**Dataset entries**.
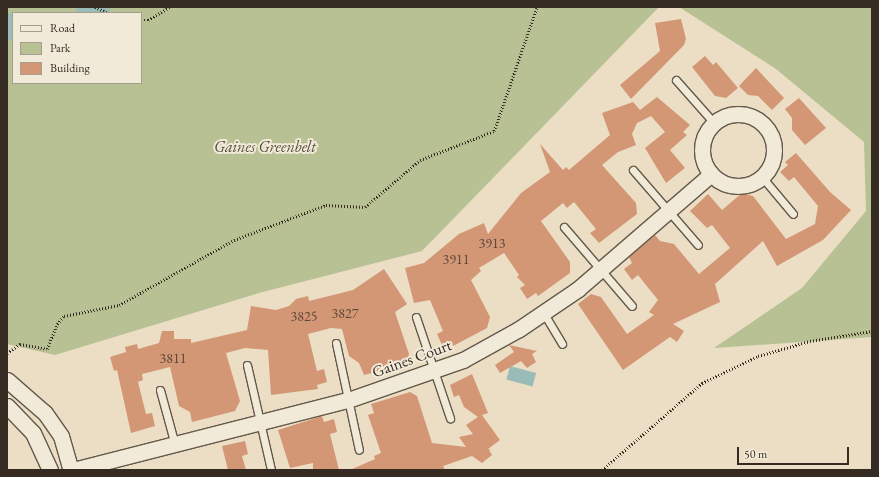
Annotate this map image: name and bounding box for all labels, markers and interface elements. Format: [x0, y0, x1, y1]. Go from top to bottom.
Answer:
legend [12, 12, 142, 84]
text: Road [50, 20, 75, 36]
text: Park [50, 40, 70, 56]
text: Building [50, 60, 90, 76]
park label: Gaines Greenbelt [214, 137, 316, 157]
house number: 3913 [479, 235, 505, 251]
house number: 3911 [443, 251, 469, 267]
house number: 3827 [332, 305, 358, 321]
house number: 3825 [291, 308, 317, 324]
street label: Gaines Court [370, 336, 454, 382]
house number: 3811 [160, 350, 186, 366]
scale bar [739, 439, 851, 465]
text: 50 m [744, 446, 767, 462]

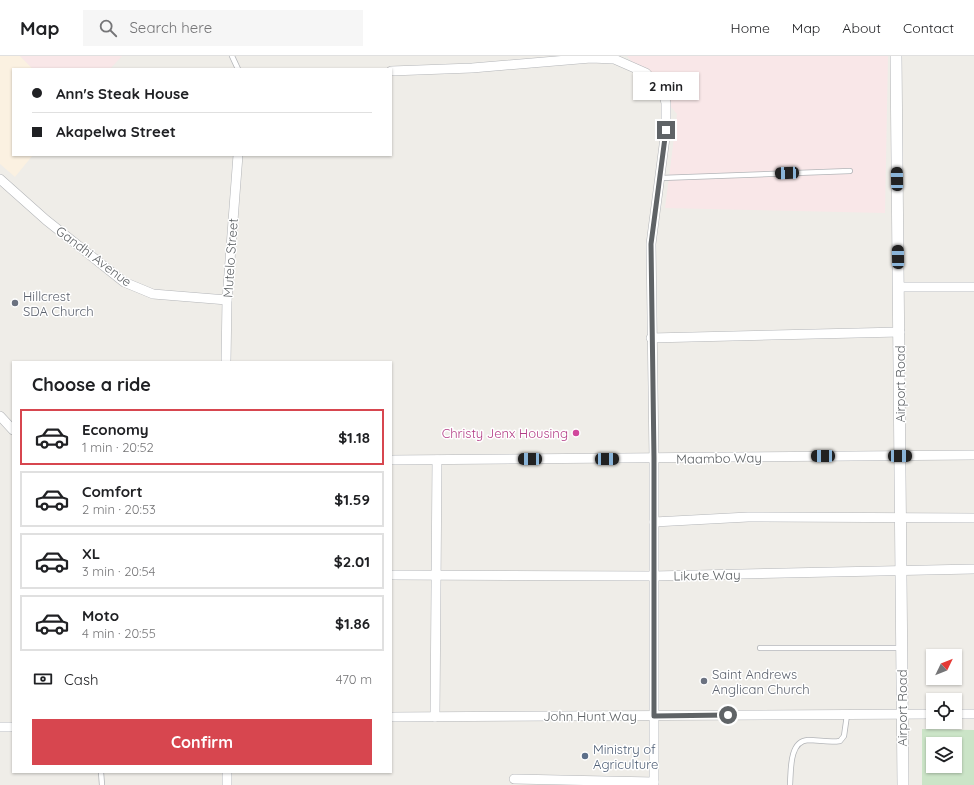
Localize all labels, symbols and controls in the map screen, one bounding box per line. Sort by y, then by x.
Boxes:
search box [83,10,363,46]
text: Map [20,16,59,40]
icon: search [97,17,119,39]
text: Search here [129,18,212,37]
text: Home [731,19,770,37]
text: Map [792,19,820,37]
text: About [842,19,881,37]
text: Contact [903,19,954,37]
callout: 2 min [633,72,699,100]
text: 2 min [649,78,683,94]
text: Ann's Steak House [56,84,189,103]
route end [657,121,675,139]
text: Akapelwa Street [56,122,176,141]
car [775,167,799,179]
car [891,167,903,191]
street label: Mutelo Street [219,218,241,298]
street label: Gandhi Avenue [53,222,135,290]
car [892,245,904,269]
place label: Hillcrest SDA Church [23,288,94,319]
marker: Hillcrest SDA Church [10,298,20,308]
street label: Airport Road [892,345,908,423]
text: Choose a ride [32,373,151,396]
icon: car [34,419,70,455]
text: Economy [82,420,149,439]
place label: Christy Jenx Housing [442,425,568,441]
text: $1.18 [338,428,370,447]
marker: Christy Jenx Housing [571,428,581,438]
text: 1 min · 20:52 [82,439,154,455]
street label: Maambo Way [676,449,762,467]
car [811,450,835,462]
car [888,450,912,462]
car [518,453,542,465]
car [595,453,619,465]
icon: car [34,481,70,517]
text: Comfort [82,482,143,501]
text: $1.59 [334,490,370,509]
text: 2 min · 20:53 [82,501,156,517]
icon: car [34,543,70,579]
text: XL [82,544,100,563]
text: $2.01 [334,552,370,571]
text: 3 min · 20:54 [82,563,155,579]
street label: Likute Way [673,566,741,584]
icon: car [34,605,70,641]
text: Moto [82,606,119,625]
text: $1.86 [335,614,370,633]
text: 4 min · 20:55 [82,625,156,641]
north arrow [926,649,962,685]
map controls [926,649,962,773]
place label: Saint Andrews Anglican Church [712,666,810,697]
icon: cash [32,668,54,690]
street label: Airport Road [894,669,910,747]
text: Cash [64,670,98,689]
text: 470 m [336,671,372,687]
marker: Saint Andrews Anglican Church [699,676,709,686]
button: locate [926,693,962,729]
route start [719,706,737,724]
street label: John Hunt Way [543,708,637,724]
button: Confirm [32,719,372,765]
button: layers [926,737,962,773]
place label: Ministry of Agriculture [593,741,658,772]
marker: Ministry of Agriculture [580,751,590,761]

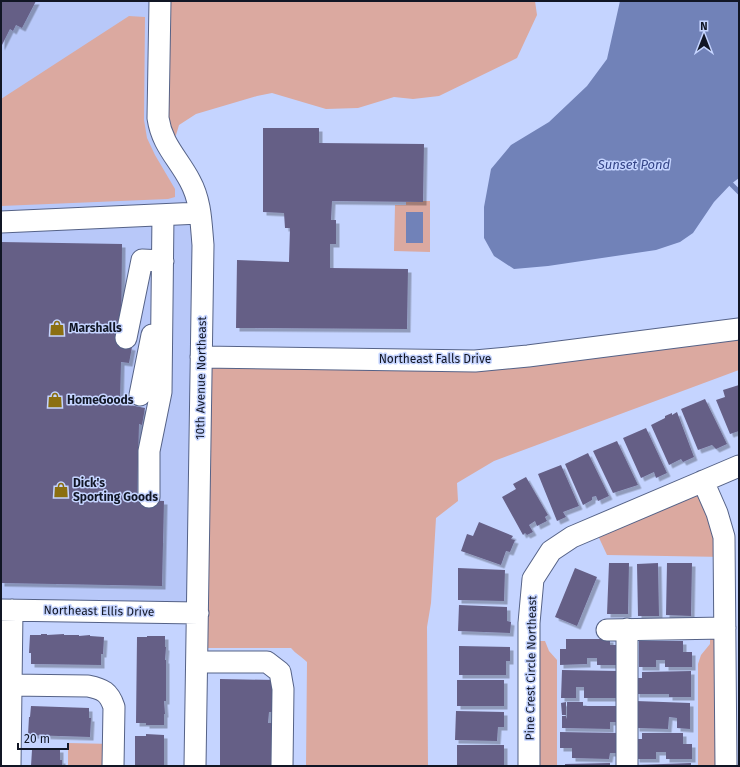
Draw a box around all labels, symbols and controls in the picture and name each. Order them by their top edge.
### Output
north arrow [684,16,724,56]
text: N [700,20,708,33]
water label: Sunset Pond [597,157,671,172]
street label: 10th Avenue Northeast [193,316,209,440]
shop icon: Marshalls [48,319,66,337]
place label: Marshalls [69,321,122,335]
street label: Northeast Falls Drive [379,352,491,366]
shop icon: HomeGoods [46,391,64,409]
place label: HomeGoods [67,393,134,407]
place label: Dick's Sporting Goods [73,476,158,504]
shop icon: Dick's Sporting Goods [52,481,70,499]
street label: Pine Crest Circle Northeast [523,595,539,741]
street label: Northeast Ellis Drive [43,603,155,619]
scale bar [18,725,68,751]
text: 20 m [24,732,50,746]

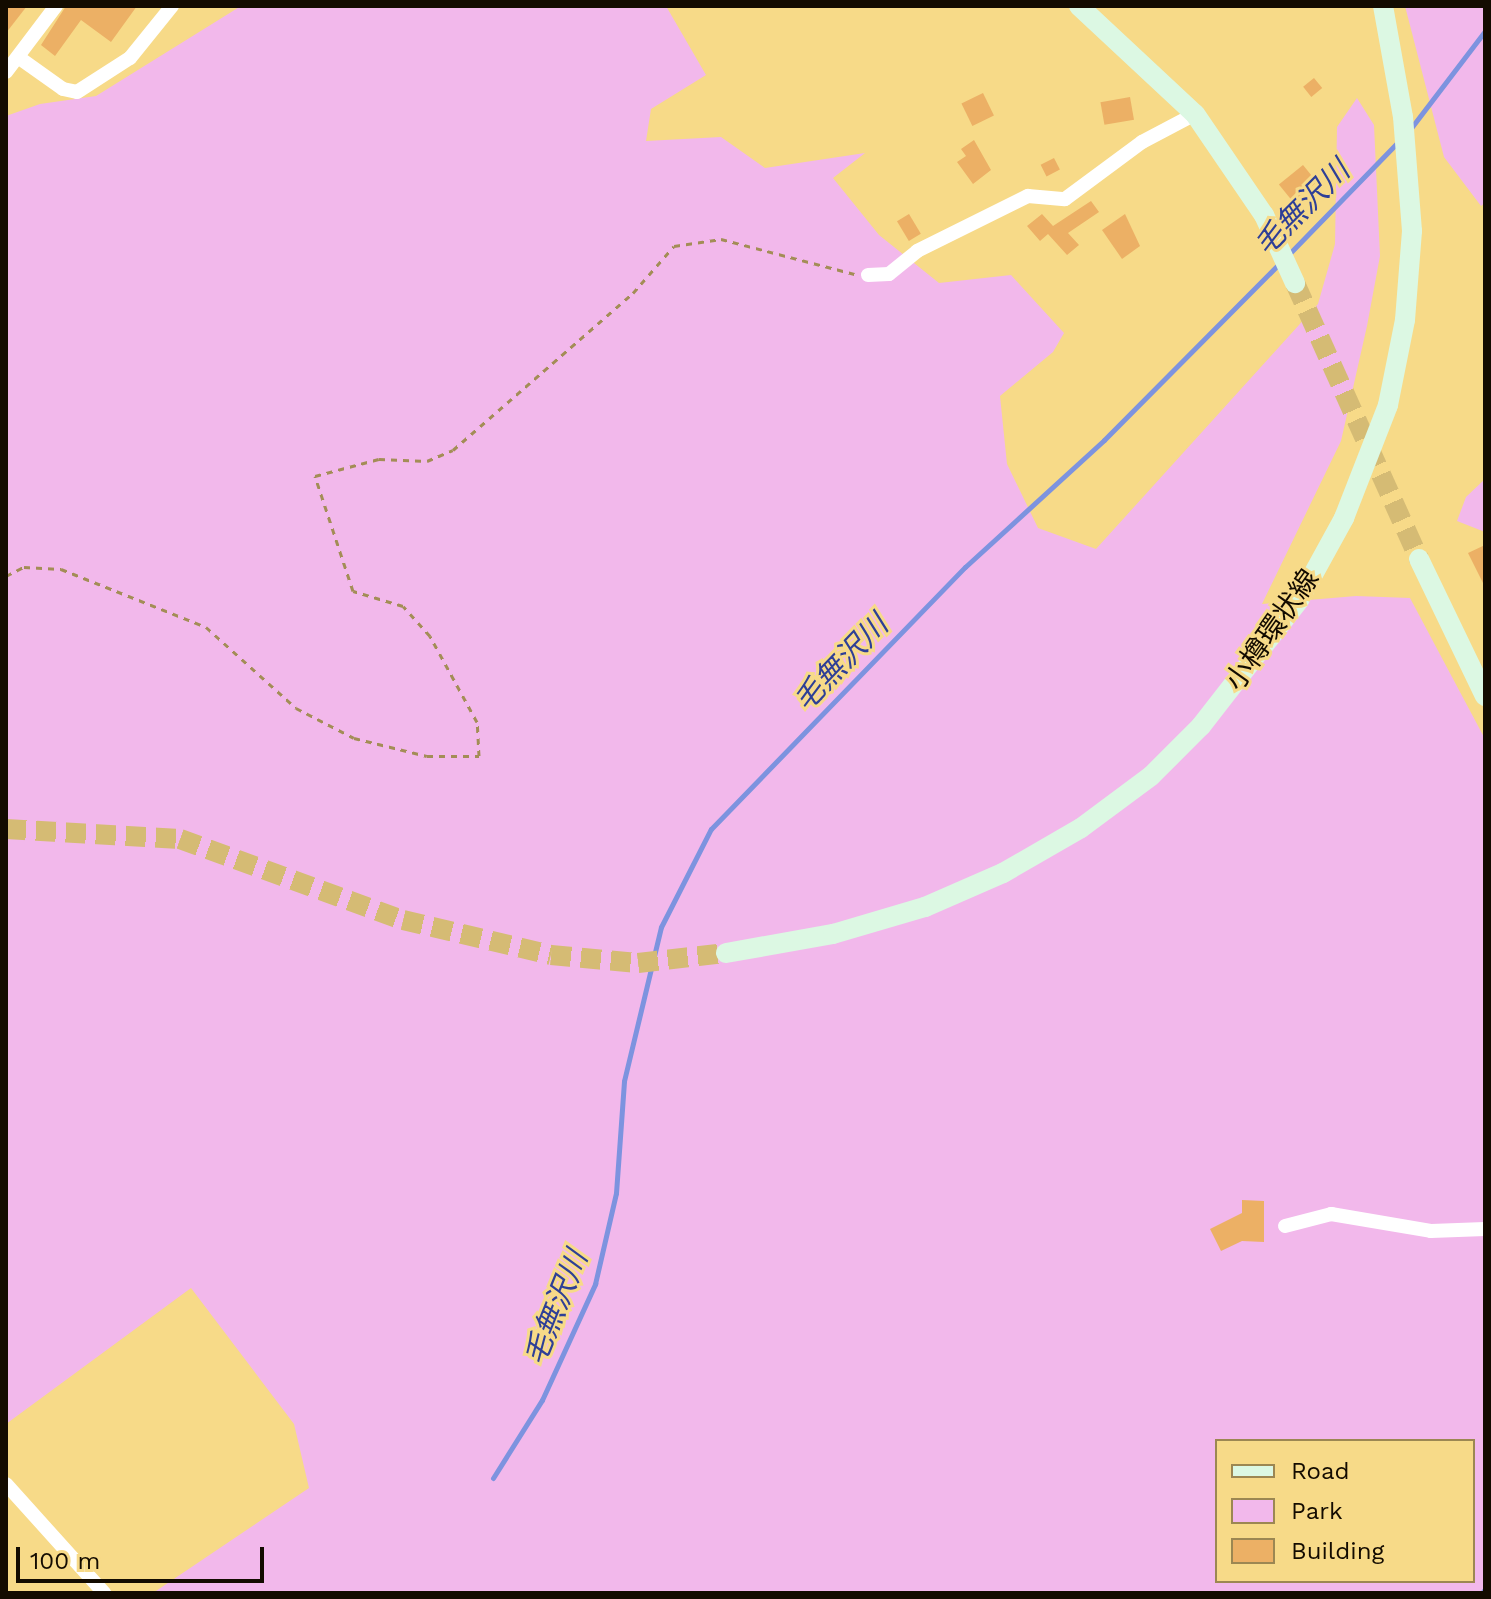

**Task**. Your reply should repeat the entries above exactly, leaving the pictures out.

**Written solution**.
Annotate this map image: name and bounding box for all labels, markers and interface elements. Format: [x0, y0, x1, y1]. Go from top to bottom.
Answer:
legend [12, 12, 142, 84]
text: Road [50, 20, 75, 36]
text: Park [50, 40, 70, 56]
text: Building [50, 60, 90, 76]
park label: Gaines Greenbelt [214, 137, 316, 157]
house number: 3913 [479, 235, 505, 251]
house number: 3911 [443, 251, 469, 267]
house number: 3827 [332, 305, 358, 321]
house number: 3825 [291, 308, 317, 324]
street label: Gaines Court [370, 336, 454, 382]
house number: 3811 [160, 350, 186, 366]
scale bar [739, 439, 851, 465]
text: 50 m [744, 446, 767, 462]

Localize all labels, symbols and controls in the map screen, one bounding box per line. Sort by y, then by x.
Boxes:
search box [83,10,363,46]
text: Map [20,16,59,40]
icon: search [97,17,119,39]
text: Search here [129,18,212,37]
text: Home [731,19,770,37]
text: Map [792,19,820,37]
text: About [842,19,881,37]
text: Contact [903,19,954,37]
callout: 2 min [633,72,699,100]
text: 2 min [649,78,683,94]
text: Ann's Steak House [56,84,189,103]
route end [657,121,675,139]
text: Akapelwa Street [56,122,176,141]
car [775,167,799,179]
car [891,167,903,191]
street label: Mutelo Street [219,218,241,298]
street label: Gandhi Avenue [53,222,135,290]
car [892,245,904,269]
place label: Hillcrest SDA Church [23,288,94,319]
marker: Hillcrest SDA Church [10,298,20,308]
street label: Airport Road [892,345,908,423]
text: Choose a ride [32,373,151,396]
icon: car [34,419,70,455]
text: Economy [82,420,149,439]
place label: Christy Jenx Housing [442,425,568,441]
text: $1.18 [338,428,370,447]
marker: Christy Jenx Housing [571,428,581,438]
text: 1 min · 20:52 [82,439,154,455]
street label: Maambo Way [676,449,762,467]
car [811,450,835,462]
car [888,450,912,462]
car [518,453,542,465]
car [595,453,619,465]
icon: car [34,481,70,517]
text: Comfort [82,482,143,501]
text: $1.59 [334,490,370,509]
text: 2 min · 20:53 [82,501,156,517]
icon: car [34,543,70,579]
text: XL [82,544,100,563]
text: $2.01 [334,552,370,571]
text: 3 min · 20:54 [82,563,155,579]
street label: Likute Way [673,566,741,584]
icon: car [34,605,70,641]
text: Moto [82,606,119,625]
text: $1.86 [335,614,370,633]
text: 4 min · 20:55 [82,625,156,641]
north arrow [926,649,962,685]
map controls [926,649,962,773]
place label: Saint Andrews Anglican Church [712,666,810,697]
icon: cash [32,668,54,690]
street label: Airport Road [894,669,910,747]
text: Cash [64,670,98,689]
text: 470 m [336,671,372,687]
marker: Saint Andrews Anglican Church [699,676,709,686]
button: locate [926,693,962,729]
route start [719,706,737,724]
street label: John Hunt Way [543,708,637,724]
button: Confirm [32,719,372,765]
button: layers [926,737,962,773]
place label: Ministry of Agriculture [593,741,658,772]
marker: Ministry of Agriculture [580,751,590,761]

Draw a box around all labels, symbols and controls in the picture and name each. Order them by their top edge.
### Output
north arrow [684,16,724,56]
text: N [700,20,708,33]
water label: Sunset Pond [597,157,671,172]
street label: 10th Avenue Northeast [193,316,209,440]
shop icon: Marshalls [48,319,66,337]
place label: Marshalls [69,321,122,335]
street label: Northeast Falls Drive [379,352,491,366]
shop icon: HomeGoods [46,391,64,409]
place label: HomeGoods [67,393,134,407]
place label: Dick's Sporting Goods [73,476,158,504]
shop icon: Dick's Sporting Goods [52,481,70,499]
street label: Pine Crest Circle Northeast [523,595,539,741]
street label: Northeast Ellis Drive [43,603,155,619]
scale bar [18,725,68,751]
text: 20 m [24,732,50,746]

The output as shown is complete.